→ Prompt
From the records below, count the lines containing the word "they" and give only that number.

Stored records
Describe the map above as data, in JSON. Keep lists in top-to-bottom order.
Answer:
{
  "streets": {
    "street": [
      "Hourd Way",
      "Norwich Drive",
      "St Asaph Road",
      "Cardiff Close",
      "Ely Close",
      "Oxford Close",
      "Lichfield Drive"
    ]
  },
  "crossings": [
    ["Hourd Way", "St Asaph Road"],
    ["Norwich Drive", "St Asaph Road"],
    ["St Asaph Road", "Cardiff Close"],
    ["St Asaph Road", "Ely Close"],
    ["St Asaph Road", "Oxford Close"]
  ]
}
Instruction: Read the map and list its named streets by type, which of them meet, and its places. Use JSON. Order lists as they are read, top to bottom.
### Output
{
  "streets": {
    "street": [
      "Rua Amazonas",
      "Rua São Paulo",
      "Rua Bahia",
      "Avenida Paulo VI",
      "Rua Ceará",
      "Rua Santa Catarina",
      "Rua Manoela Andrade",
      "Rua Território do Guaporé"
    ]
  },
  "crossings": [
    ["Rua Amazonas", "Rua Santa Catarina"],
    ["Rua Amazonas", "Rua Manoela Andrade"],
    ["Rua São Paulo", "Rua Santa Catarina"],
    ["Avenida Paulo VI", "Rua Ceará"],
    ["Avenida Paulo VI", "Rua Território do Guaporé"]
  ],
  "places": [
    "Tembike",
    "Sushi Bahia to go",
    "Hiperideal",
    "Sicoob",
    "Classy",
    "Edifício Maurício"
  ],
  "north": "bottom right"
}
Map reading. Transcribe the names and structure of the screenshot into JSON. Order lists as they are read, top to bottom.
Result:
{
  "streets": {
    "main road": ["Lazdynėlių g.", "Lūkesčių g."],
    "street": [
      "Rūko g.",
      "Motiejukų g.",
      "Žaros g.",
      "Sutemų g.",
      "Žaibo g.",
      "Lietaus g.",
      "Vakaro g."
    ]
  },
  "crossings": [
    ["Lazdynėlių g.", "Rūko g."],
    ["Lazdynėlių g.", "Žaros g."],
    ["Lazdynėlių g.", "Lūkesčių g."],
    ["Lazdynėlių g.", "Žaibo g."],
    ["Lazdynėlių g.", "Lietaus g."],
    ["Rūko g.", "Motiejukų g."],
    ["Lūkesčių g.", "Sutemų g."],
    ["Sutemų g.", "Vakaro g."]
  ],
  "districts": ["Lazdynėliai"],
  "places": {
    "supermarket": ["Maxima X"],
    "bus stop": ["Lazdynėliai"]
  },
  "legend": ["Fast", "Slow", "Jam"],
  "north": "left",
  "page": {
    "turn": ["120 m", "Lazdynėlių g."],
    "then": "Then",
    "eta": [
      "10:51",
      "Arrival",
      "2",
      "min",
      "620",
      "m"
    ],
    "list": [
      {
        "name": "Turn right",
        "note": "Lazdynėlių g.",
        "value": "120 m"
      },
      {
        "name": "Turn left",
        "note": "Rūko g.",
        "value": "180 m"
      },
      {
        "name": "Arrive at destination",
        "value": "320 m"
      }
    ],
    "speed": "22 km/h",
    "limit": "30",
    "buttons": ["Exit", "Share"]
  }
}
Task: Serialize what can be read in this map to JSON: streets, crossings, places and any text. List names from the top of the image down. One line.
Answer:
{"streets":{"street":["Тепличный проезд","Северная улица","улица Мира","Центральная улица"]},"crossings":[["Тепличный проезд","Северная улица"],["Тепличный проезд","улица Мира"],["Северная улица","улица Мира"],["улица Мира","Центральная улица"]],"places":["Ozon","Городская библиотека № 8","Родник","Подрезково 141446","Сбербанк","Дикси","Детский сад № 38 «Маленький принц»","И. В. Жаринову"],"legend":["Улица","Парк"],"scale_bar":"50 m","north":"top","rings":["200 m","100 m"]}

→ Answer box
2